This is the company that ruled photography in the 20th Century, the company that made photography a popular activity, and the company that really enabled photojournalism by making cheap portable cameras as well as flexible, lightweight film.

 

 

–Second, the chips are falling in the online piracy dispute. Regrettably, this issue appears to be turning into a shouting match. For all the advocates of “freedom,” the question remains: What about stealing the work of creative people? To be continued. . .

 

–Coincidentally, there was also a little-noticed SCOTUS ruling yesterday on copyright. Now, while I favor granting copyright to make sure that content-generators get paid for their work, I have to wonder how much sense it makes to impose new copyright restrictions on the work of dead foreigners.

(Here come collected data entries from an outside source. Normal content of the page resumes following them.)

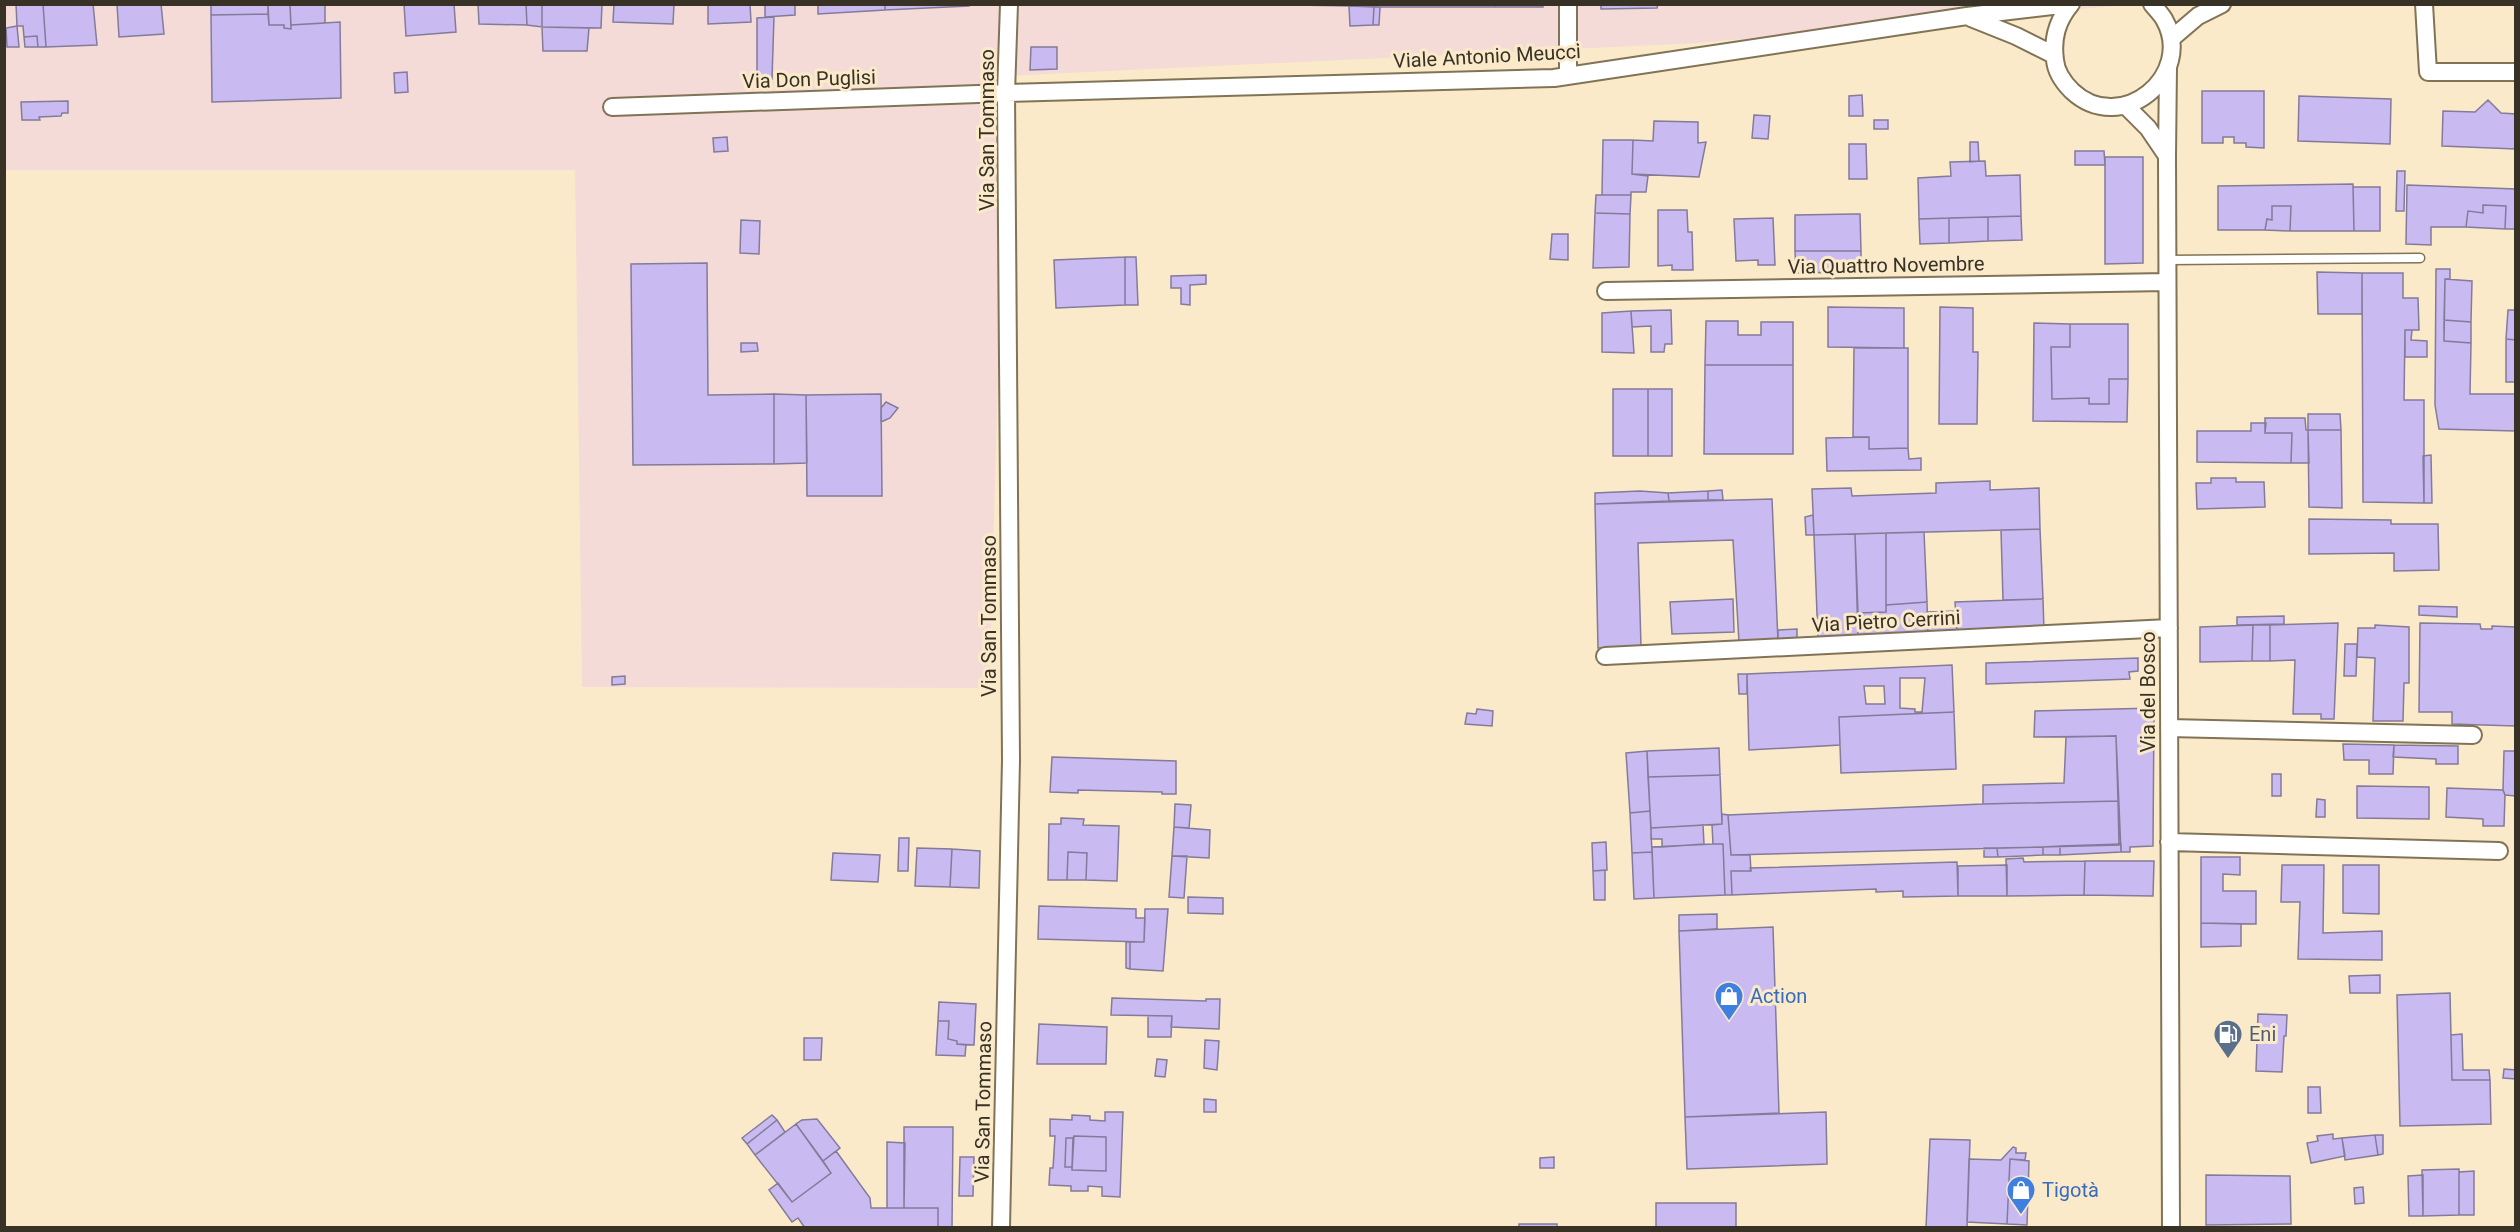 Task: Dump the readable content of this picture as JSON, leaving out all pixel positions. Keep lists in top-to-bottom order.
{
  "streets": {
    "street": [
      "Viale Antonio Meucci",
      "Via Don Puglisi",
      "Via San Tommaso",
      "Via Quattro Novembre",
      "Via Pietro Cerrini",
      "Via del Bosco"
    ]
  },
  "crossings": [
    ["Viale Antonio Meucci", "Via Don Puglisi"],
    ["Viale Antonio Meucci", "Via San Tommaso"],
    ["Via Don Puglisi", "Via San Tommaso"],
    ["Via Quattro Novembre", "Via del Bosco"],
    ["Via Pietro Cerrini", "Via del Bosco"]
  ],
  "places": {
    "shop": ["Action", "Tigotà"],
    "fuel station": ["Eni"]
  }
} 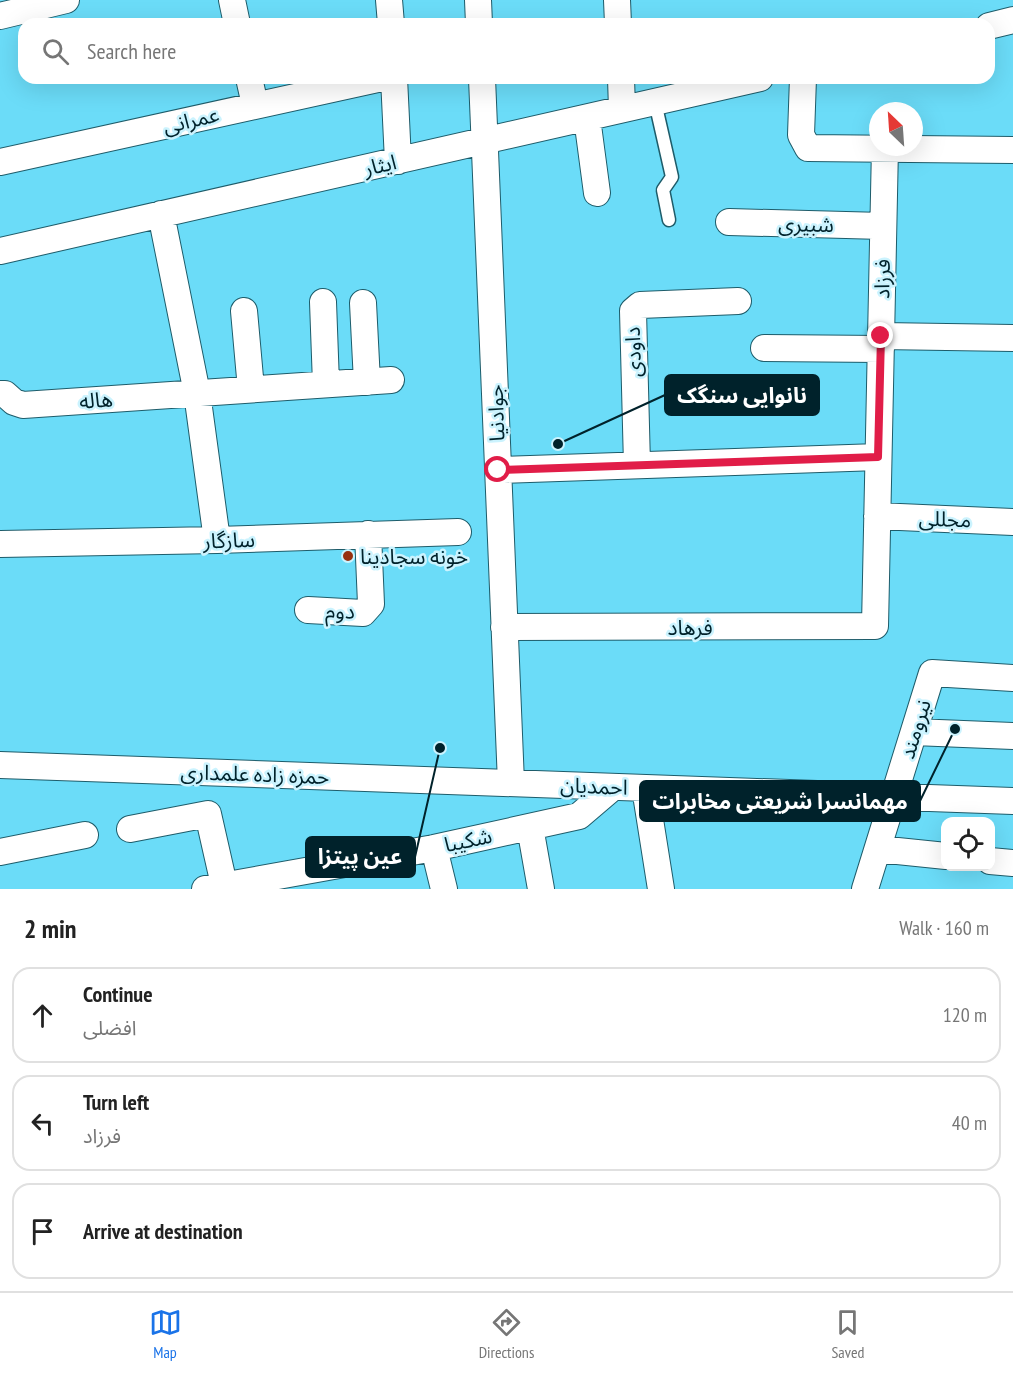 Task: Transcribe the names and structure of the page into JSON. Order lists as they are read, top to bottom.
{
  "streets": {
    "street": [
      "عمرانی",
      "ایثار",
      "شبیری",
      "فرزاد",
      "داودی",
      "هاله",
      "جوادنیا",
      "مجللی",
      "سازگار",
      "دوم",
      "فرهاد",
      "نیرومند",
      "حمزه زاده علمداری",
      "احمدیان",
      "شکیبا"
    ]
  },
  "crossings": [
    ["ایثار", "جوادنیا"],
    ["شبیری", "فرزاد"],
    ["فرزاد", "مجللی"],
    ["فرزاد", "فرهاد"],
    ["جوادنیا", "فرهاد"],
    ["جوادنیا", "حمزه زاده علمداری"],
    ["جوادنیا", "احمدیان"],
    ["سازگار", "دوم"],
    ["نیرومند", "احمدیان"],
    ["حمزه زاده علمداری", "احمدیان"],
    ["احمدیان", "شکیبا"]
  ],
  "places": [
    "نانوایی سنگک",
    "خونه سجادینا",
    "مهمانسرا شریعتی مخابرات",
    "عین پیتزا"
  ],
  "north": "top left",
  "page": {
    "search": "Search here",
    "heading": ["2 min", "Walk · 160 m"],
    "list": [
      ["Continue", "افضلی", "120 m"],
      ["Turn left", "فرزاد", "40 m"],
      "Arrive at destination"
    ],
    "nav": ["Map", "Directions", "Saved"]
  }
} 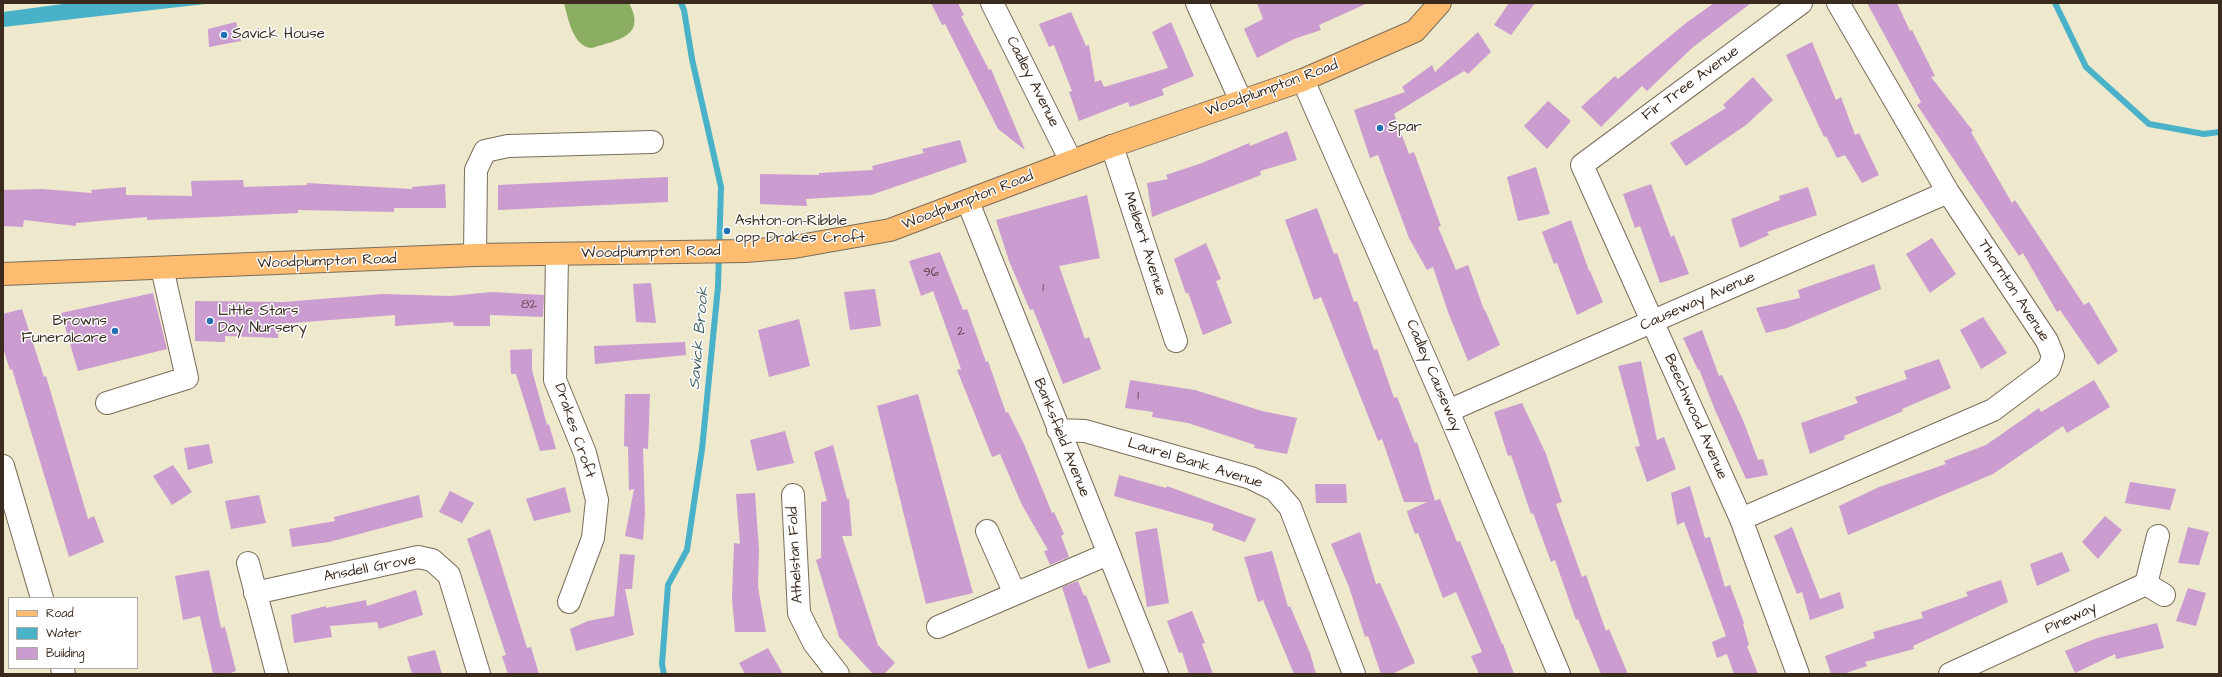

The purpose of the U.S. copyright law is to encourage creative output by giving Americans an economic incentive to write, compose, paint, etc. Putting new restrictions on “Peter and the Wolf” is not going to bring any new work out of Prokofiev (no matter how much his heirs may rake in). This, too, is not the answer.

 

 –Who knew that Twitter had all these features? (I should have but didn’t.)

–Finally, the gift (to media reporters) that keeps on giving: The Murdoch Hacking Scandal. Jude Law is smiling today because he is among three dozen victims of phone hacking by Murdoch reporters who have extracted “settlements” (i.e., payoffs) from Murdoch’s News Intl. The “nut graf”:

The apparent admission of a cover-up seemed likely to add to the challenges facing Mr. Murdoch in Britain. News International, the British subsidiary of News Corporation said it would not immediately comment, Reuters reported.